── Given entries ──
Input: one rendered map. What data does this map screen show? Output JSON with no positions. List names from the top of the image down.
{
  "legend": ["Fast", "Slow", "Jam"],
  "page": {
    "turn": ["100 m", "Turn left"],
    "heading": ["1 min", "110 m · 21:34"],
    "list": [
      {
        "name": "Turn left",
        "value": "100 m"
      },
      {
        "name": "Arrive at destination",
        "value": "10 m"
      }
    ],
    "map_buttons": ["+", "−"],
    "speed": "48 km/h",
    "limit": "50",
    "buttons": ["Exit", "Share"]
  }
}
───
## Task
Word for word, output the records that appear above.

## Reply to the task
Input: one rendered map. What data does this map screen show? Output JSON with no positions. List names from the top of the image down.
{
  "legend": ["Fast", "Slow", "Jam"],
  "page": {
    "turn": ["100 m", "Turn left"],
    "heading": ["1 min", "110 m · 21:34"],
    "list": [
      {
        "name": "Turn left",
        "value": "100 m"
      },
      {
        "name": "Arrive at destination",
        "value": "10 m"
      }
    ],
    "map_buttons": ["+", "−"],
    "speed": "48 km/h",
    "limit": "50",
    "buttons": ["Exit", "Share"]
  }
}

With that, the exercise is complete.